[Start of Attachment]

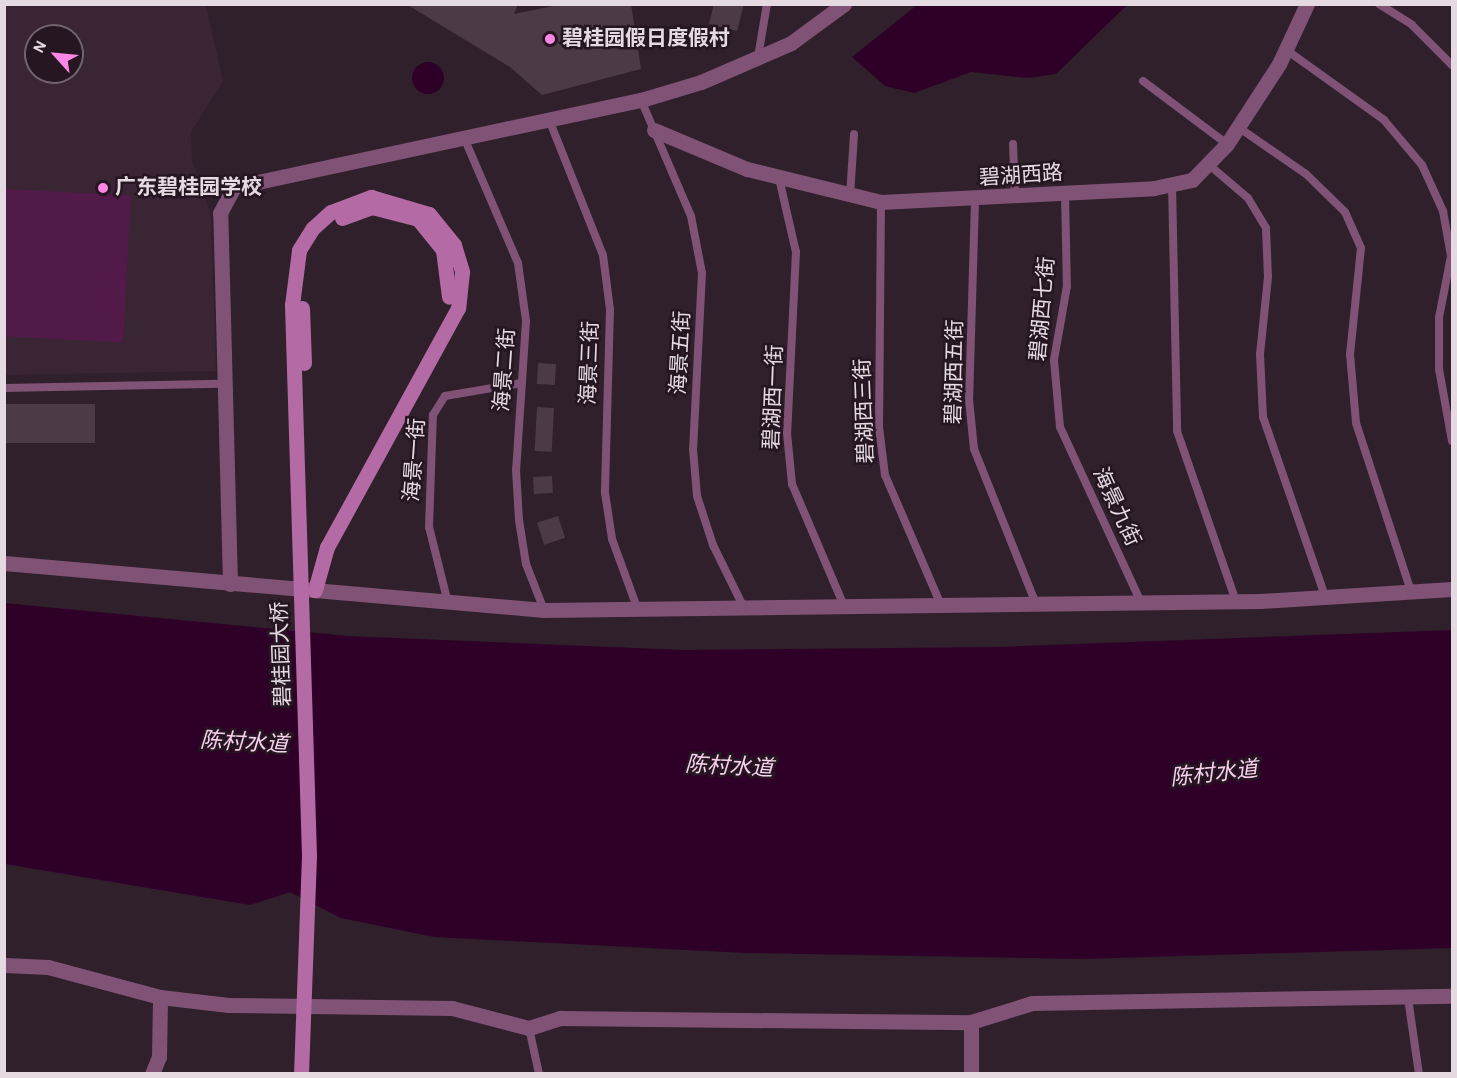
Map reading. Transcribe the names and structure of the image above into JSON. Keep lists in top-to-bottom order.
{
  "streets": {
    "main road": ["碧桂园大桥"],
    "street": ["碧湖西路"],
    "lane": [
      "碧湖西七街",
      "海景五街",
      "海景三街",
      "海景二街",
      "碧湖西五街",
      "碧湖西一街",
      "碧湖西三街",
      "海景一街",
      "海景九街"
    ]
  },
  "crossings": [
    ["碧湖西路", "碧湖西七街"],
    ["碧湖西路", "海景五街"],
    ["碧湖西路", "碧湖西五街"],
    ["碧湖西路", "碧湖西一街"],
    ["碧湖西路", "碧湖西三街"],
    ["碧湖西七街", "海景九街"],
    ["海景二街", "海景一街"]
  ],
  "water": ["陈村水道"],
  "places": ["碧桂园假日度假村", "广东碧桂园学校"],
  "north": "top left"
}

[End of Attachment]

In the reply, every line of the material above is to be reproduced verbatim, and the images are to be left out.

Written answer:
Map reading. Transcribe the names and structure of the image above into JSON. Keep lists in top-to-bottom order.
{
  "streets": {
    "main road": ["碧桂园大桥"],
    "street": ["碧湖西路"],
    "lane": [
      "碧湖西七街",
      "海景五街",
      "海景三街",
      "海景二街",
      "碧湖西五街",
      "碧湖西一街",
      "碧湖西三街",
      "海景一街",
      "海景九街"
    ]
  },
  "crossings": [
    ["碧湖西路", "碧湖西七街"],
    ["碧湖西路", "海景五街"],
    ["碧湖西路", "碧湖西五街"],
    ["碧湖西路", "碧湖西一街"],
    ["碧湖西路", "碧湖西三街"],
    ["碧湖西七街", "海景九街"],
    ["海景二街", "海景一街"]
  ],
  "water": ["陈村水道"],
  "places": ["碧桂园假日度假村", "广东碧桂园学校"],
  "north": "top left"
}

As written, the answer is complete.